Ron breaks my heart here. He's always felt inadequate and overshadowed and you've rehashed all of those insecurities through Hermione, who I would have hoped would actually be the one to make them go away! But then I feel badly for her as well, because she has gotten to the point where she doesn't even yell or fight anymore, she just tries to bury her unhappiness with Ron by making jokes out of the situations he gets her into!
I love the internal switch from Hermione's POV into Ginny's, where we see that Hermione is jealous of Ginny and her 'perfect' marriage with Harry (Harry, who thinks she's fat and reminds him of Mrs. Weasley these days), only to find out that Ginny is jealous of Hermione and the freedom she will soon acquire (of course, only for a fleeting moment, because Ginny is apparently going to be a negative Nancy whether she's with Harry or not)!
OH BUT WAIT! Now Hermione's changing her mind? And just when we've heard poor, sweet, young, innocent Rose accept and almost even wish for the divorce! Why must you toy with my emotions so??
It's like you took everybody's baggage that was so close to being stuffed away when the books ended and said 'Ha ha! Not so fast!' before dumping it right back on top of them. Do you feel good about yourself for doing this to your poor readers?? I just want them to be happy! Why would you do this to them? (I hope you understand that I'm just being dramatic and that I truly think you're fantastic! hahaha)

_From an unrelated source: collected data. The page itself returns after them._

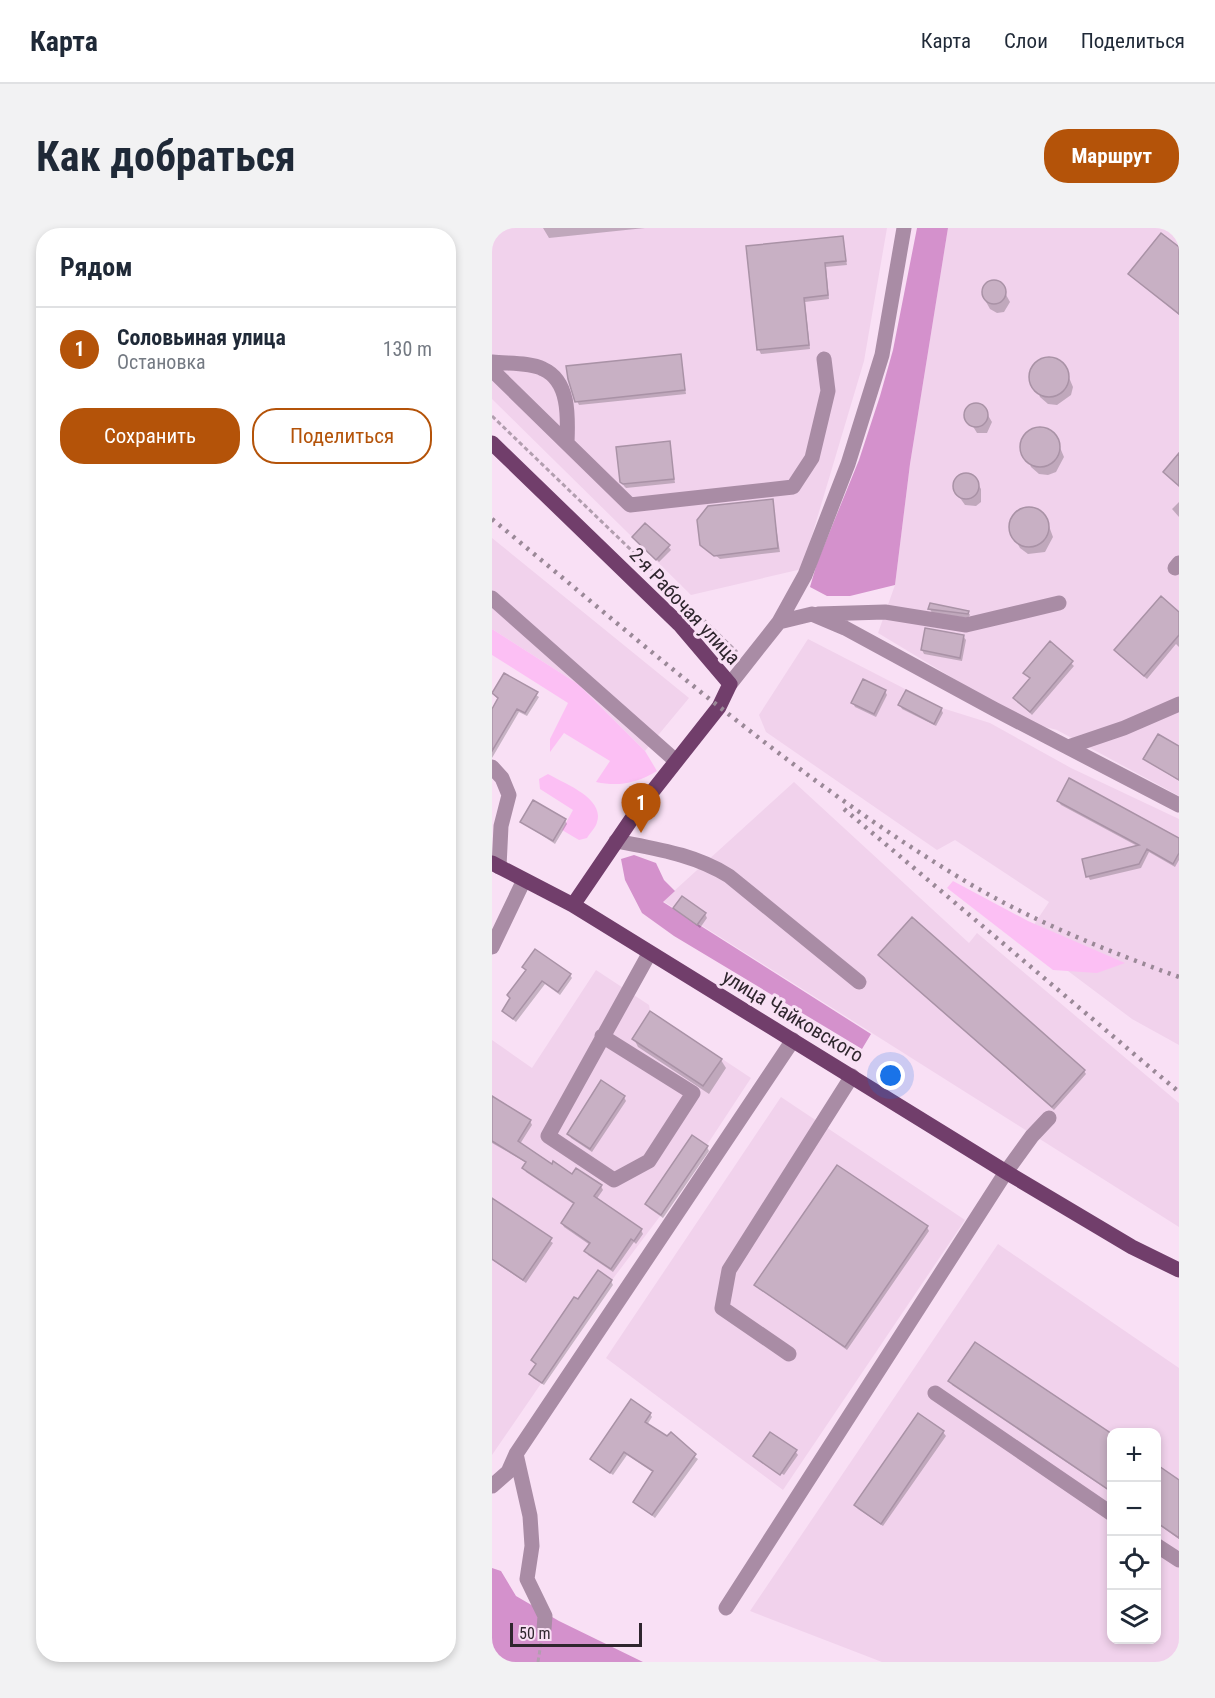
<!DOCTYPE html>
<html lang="ru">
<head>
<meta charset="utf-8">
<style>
  body { margin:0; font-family:"Roboto Condensed",sans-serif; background:#f2f2f3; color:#1f2937 }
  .controls { position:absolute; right:18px; bottom:18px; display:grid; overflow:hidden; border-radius:12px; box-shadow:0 3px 9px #0003 }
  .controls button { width:54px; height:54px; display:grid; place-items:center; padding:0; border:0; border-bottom:2px solid #e0e1e3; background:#fff; color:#1f2937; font:30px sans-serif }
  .scale { position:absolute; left:18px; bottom:15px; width:132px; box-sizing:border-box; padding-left:6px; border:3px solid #2f262e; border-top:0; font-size:16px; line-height:21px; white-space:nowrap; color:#2f262e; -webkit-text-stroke:4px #f9e0f5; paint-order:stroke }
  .you { position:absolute; left:399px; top:848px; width:21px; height:21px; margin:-15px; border:4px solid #fff; border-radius:50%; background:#1a73e8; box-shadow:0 0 0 9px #1a73e833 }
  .badge { display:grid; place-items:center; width:39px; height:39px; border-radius:50%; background:#b45309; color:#fff; font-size:20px; font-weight:700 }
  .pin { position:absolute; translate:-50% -50px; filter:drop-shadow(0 2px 3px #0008) }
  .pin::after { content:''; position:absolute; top:32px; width:21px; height:18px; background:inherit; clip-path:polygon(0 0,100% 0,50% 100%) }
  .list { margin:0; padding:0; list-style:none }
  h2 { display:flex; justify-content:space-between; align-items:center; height:78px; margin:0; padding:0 24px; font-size:26px }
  h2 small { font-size:20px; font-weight:400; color:#747a83 }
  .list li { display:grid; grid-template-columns:39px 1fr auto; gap:18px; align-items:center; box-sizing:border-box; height:84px; padding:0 24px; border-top:2px solid #e0e1e3 }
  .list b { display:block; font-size:22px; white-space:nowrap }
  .list p { margin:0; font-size:20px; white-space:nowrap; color:#747a83 }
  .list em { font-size:20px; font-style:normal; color:#747a83 }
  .actions { display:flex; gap:12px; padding:18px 24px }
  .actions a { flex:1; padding:14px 0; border:2px solid #b45309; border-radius:24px; text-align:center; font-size:21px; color:#b45309 }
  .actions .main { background:#b45309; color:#fff }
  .icon { flex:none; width:33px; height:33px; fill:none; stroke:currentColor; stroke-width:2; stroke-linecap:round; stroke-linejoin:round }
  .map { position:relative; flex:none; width:687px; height:1434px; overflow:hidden; border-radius:24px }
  header { display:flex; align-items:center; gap:36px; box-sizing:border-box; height:84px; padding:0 30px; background:#fff; border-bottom:2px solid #e0e1e3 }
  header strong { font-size:28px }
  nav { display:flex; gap:33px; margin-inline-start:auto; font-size:21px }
  .intro { display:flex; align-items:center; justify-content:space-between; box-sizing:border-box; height:144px; padding:0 36px }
  h1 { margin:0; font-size:42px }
  .button { padding:15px 27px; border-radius:24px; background:#b45309; color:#fff; font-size:21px; font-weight:700 }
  main { display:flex; gap:36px; padding:0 36px }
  aside { flex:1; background:#fff; border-radius:24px; box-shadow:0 3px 9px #0003 }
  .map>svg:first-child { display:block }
  .built { fill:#f1d2ec; fill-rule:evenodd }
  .green { fill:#fcbff4 }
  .forest { fill:#d491cc }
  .shadow { fill:#0003 }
  .building { fill:#c8b0c4; stroke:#a992a6; stroke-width:1.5 }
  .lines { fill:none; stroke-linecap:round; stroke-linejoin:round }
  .path { stroke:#b29eaf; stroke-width:3; stroke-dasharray:4.5 3; stroke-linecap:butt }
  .minor { stroke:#a98ca5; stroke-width:15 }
  .major { stroke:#713e6b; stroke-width:15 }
  .rail { stroke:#9a8897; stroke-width:4.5; stroke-dasharray:3 6; stroke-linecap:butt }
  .labels { text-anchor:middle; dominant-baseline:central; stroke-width:6; stroke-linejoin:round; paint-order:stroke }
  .street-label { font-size:20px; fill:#2f262e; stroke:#f9e0f5 }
</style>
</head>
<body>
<header>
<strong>Карта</strong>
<nav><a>Карта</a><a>Слои</a><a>Поделиться</a></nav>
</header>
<div class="intro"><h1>Как добраться</h1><a class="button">Маршрут</a></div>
<main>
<aside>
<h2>Рядом<small></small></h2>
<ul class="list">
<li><span class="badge">1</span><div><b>Соловьиная улица</b><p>Остановка</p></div><em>130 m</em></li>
</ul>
<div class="actions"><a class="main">Сохранить</a><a>Поделиться</a></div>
</aside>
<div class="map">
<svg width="687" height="1434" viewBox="0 0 687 1434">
  <rect width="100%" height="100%" fill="#f9e0f5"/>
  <path class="built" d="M0 0H395L372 133 310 341 199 367 0 171Z
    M456 0H676L687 9V568L565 502 545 497 502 475 386 405 403 357 418 236Z
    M0 310 197 470 153 523 86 456 0 401Z
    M316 411 450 480 498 495 579 540 687 591V817L640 791 556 728 535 707 557 674 463 612 445 622 274 504 267 487Z
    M302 554 477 715 485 705 687 875V999L171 673Z
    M104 742 157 777 158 783 259 850 169 987 120 1052 0 1227V812L40 840Z
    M289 869 473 992 291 1262 114 1130Z
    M506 1016 687 1140V1434H390L258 1383ZM620 1204H664V1412H620Z"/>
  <path class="green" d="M0 401 86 456 153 523 165 543C145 555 127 559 104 554L118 533 72 505 58 524V511L76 475 0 427Z
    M56 546C71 555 113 570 105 594 104 599 98 605 95 610L87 612 70 602 81 582 48 561 47 551Z
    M461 653 536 693 633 735 605 745 561 742 455 660Z"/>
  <path class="forest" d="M425 0H456L418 236 403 357 358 368H335L318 359 325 335 367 232 388 168 401 122Z
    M142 627 164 635 172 652 183 663 171 674 379 806 370 821 182 708 150 685 133 652 129 631Z
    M0 1340 9 1343 24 1368 67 1393 151 1434H0Z"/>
  <path class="shadow" d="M51 0H153L57 10Z
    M350 9 355 37 334 39 337 71 313 74 318 121 269 126 267 122Z
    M687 21V87L638 46Z
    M507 54 518 74 512 84 505 85 498 81 493 72 491 60 495 55Z
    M188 128 194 166 87 177 85 173Z
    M559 130 567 133 573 140 581 159 579 167 565 177 556 176 548 169 539 144 543 136Z
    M479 178 491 179 500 194 495 205H485L474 187Z
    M550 201 558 203 564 210 572 229 564 244 556 247 547 246 539 239 530 214 541 202Z
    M177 215 183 255 134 260 132 258 129 253Z
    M473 246 484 253 489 261V274L484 278 473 277 463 263V252Z
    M280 273 288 324 228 331 210 316Z
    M687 274V289L680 281Z
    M539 281 554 290 561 309 553 324 536 326 528 320 523 311 519 294 523 287Z
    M142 309 176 318 179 322 167 334Z
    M438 381 476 384 478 387 476 390 440 385Z
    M687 386V419L684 416 655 451 626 426 624 422Z
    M471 408 474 412 470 433 432 426 430 422Z
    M558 415 582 438 540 487 523 470 539 451 533 445Z
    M12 447 47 469 35 488 27 484 0 530V484L7 472 1 466Z
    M393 463 395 467 384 489 363 479 361 475Z
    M408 477 449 481 451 485 444 498 410 481Z
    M687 520V553L653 531Z
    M566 573 687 611V632L683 639 657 624 649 640 598 652 596 648 647 619 569 577Z
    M73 592 75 596 63 616 30 594Z
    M183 680 213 686 215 690 208 700Z
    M388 727 592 843 594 846 562 882Z
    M32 739 78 747 80 750 68 767 53 756 24 794 11 783 19 772 17 767 35 743Z
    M142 811 229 832 234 840 217 866 146 819Z
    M132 869 134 873 100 924 79 910 77 906Z
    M0 870 38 893 40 897 28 916 60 938 109 958 111 962 104 972 149 1002 151 1006 144 1016 142 1014 121 1044 96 1027 94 1023 98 1017 72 999 70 995 83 977 34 944 32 940 35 935 0 915Z
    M215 919 217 923 171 990 157 980 155 976Z
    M0 972 61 1015 34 1055 0 1032Z
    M435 999 437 1003 355 1122 264 1057Z
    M119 1053 121 1057 52 1157 41 1150 39 1146 45 1137 41 1132 86 1073Z
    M458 1153 620 1208V1265L460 1157Z
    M158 1186 160 1189 155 1197 206 1231 163 1290 143 1274 162 1245 135 1227 121 1247 100 1231Z
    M451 1204 454 1208 391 1298 366 1281 364 1278Z
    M303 1223 306 1227 292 1247 263 1228Z
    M664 1238 687 1253V1311L664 1295Z"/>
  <path class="building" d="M669 5 687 19V86L636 46Z
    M351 8 354 33 333 35 336 67 312 70 317 117 265 122 254 18Z
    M490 64a12 12 0 1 1 24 0a12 12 0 1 1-24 0Z
    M189 126 193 162 83 174 76 151 74 138Z
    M537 149a20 20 0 1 1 40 0a20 20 0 1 1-40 0Z
    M472 187a12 12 0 1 1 24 0a12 12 0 1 1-24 0Z
    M528 219a20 20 0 1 1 40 0a20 20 0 1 1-40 0Z
    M178 213 182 251 131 256 128 254 124 219Z
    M687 225V258L671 244Z
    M461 258a13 13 0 1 1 26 0a13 13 0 1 1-26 0Z
    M281 271 286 320 222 328 208 317 205 292 216 278Z
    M517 299a20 20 0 1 1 40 0a20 20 0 1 1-40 0Z
    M153 295 178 317 164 332 140 309Z
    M669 368 687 384V407L652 448 622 422Z
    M438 375 477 383 476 386 436 381Z
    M433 400 472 407 468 430 429 422Z
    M558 413 581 433 538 484 521 470 538 450 531 445Z
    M12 445 46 464 33 485 25 481 0 523V481L6 470 0 465Z
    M371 451 394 462 382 486 359 475Z
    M414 462 450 480 442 496 406 477Z
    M666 506 687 518V552L651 531Z
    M577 550 687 610V625L681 636 655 621 647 636 594 649 590 631 647 617 565 573Z
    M41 572 74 591 61 613 28 594Z
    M190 668 214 685 205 697 181 680Z
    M420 689 593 842 560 879 386 727Z
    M43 721 79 746 66 764 50 753 21 791 10 783 18 770 15 767 34 742 30 739Z
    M158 783 230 831 211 858 140 811Z
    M109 852 133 868 98 921 75 906Z
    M0 868 39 892 26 913 60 936 61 933 80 946 84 940 110 957 102 968 150 1001 142 1013 139 1011 119 1041 92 1023 98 1015 69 995 82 975 30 940 34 934 0 913Z
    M200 907 216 918 169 987 153 976Z
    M345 937 436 998 353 1119 262 1057Z
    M0 970 60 1010 31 1052 0 1031Z
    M106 1042 120 1052 50 1155 37 1146 44 1136 39 1132 82 1069 86 1071Z
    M483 1114 620 1206V1264L456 1153Z
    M139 1171 159 1185 153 1194 175 1208 179 1204 204 1226 160 1287 141 1274 161 1243 132 1224 118 1245 98 1231Z
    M426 1185 452 1203 389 1296 362 1277Z
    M278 1204 305 1222 288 1247 261 1228Z
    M664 1236 687 1252V1310L664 1294Z"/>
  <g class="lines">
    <path class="path" d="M0 188 245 424
      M46 1434 49 1415"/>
    <path class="minor" d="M0 134C15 136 37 134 51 141 78 153 76 190 75 215
      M0 142 138 277 301 259 320 230 336 163 332 131
      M683 340 687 335
      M0 370 184 533
      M326 386 393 384 474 397 567 375
      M287 394 320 386 353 400 502 481 687 577
      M238 456 287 394 313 347 356 236 390 127 412 0
      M576 519 632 500 687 476
      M0 539 10 550 17 567 9 598 7 639
      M124 613C164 621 202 626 237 648L367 754
      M0 719 32 652
      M110 808 201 865 157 933 122 952 56 908 157 726
      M297 1126 230 1080 237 1042 360 848
      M443 1165 620 1286
      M24 1226 38 1288 40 1318 35 1351 53 1388 52 1401
      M0 1258 16 1244 24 1226 301 812
      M664 1317 687 1332
      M234 1380 514 944 540 908 557 890"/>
    <path class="major" d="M0 215 187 396 238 456 227 479 145 583 81 677
      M0 635 81 677 514 944 640 1019 687 1042"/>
    <path class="rail" d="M0 291C151 416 299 547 468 650 535 691 613 722 687 749
      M352 581 687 864"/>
  </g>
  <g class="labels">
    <g class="street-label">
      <text transform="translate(193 378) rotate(47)">2-я Рабочая улица</text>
      <text transform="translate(301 788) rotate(31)">улица Чайковского</text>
    </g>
  </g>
</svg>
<div class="controls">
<button>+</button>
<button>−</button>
<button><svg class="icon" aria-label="locate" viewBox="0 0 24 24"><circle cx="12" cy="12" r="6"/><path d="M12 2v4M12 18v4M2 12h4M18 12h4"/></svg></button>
<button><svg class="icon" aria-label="layers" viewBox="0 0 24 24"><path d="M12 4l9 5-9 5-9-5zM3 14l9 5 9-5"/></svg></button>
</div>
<div class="scale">50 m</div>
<div class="you"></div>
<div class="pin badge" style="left:149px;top:605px">1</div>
</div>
</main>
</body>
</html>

"Her words were unsure and low, but it doesn't matter how you say the word "divorce." It still sounds like "destruction."" - Great line. Your writing is just wonderful. It's so fluid and the transitions between different POV's is so smooth; you never lose your flow. I also love the small, seemingly arbitrary details that you have strewn about the story. It adds this layer of... normalcy, even though to me it's all so abnormal, these four falling apart the way they are! It's almost surreal reading this! Especially with this line: "She wondered, though, that her parents had been in Gryffindor. They never did anything brave." It's like they aren't even themselves anymore. It's so upsetting. I'm very upset.
Man, this whole story was just... phenomenal, really. Like, as much as I kind of really hate you for this, I can't deny how absolutely fantastic of a story it is, in every way. I feel like just curling up in the corner and crying for every character here. And for myself. And for you and your clearly non-existent heart.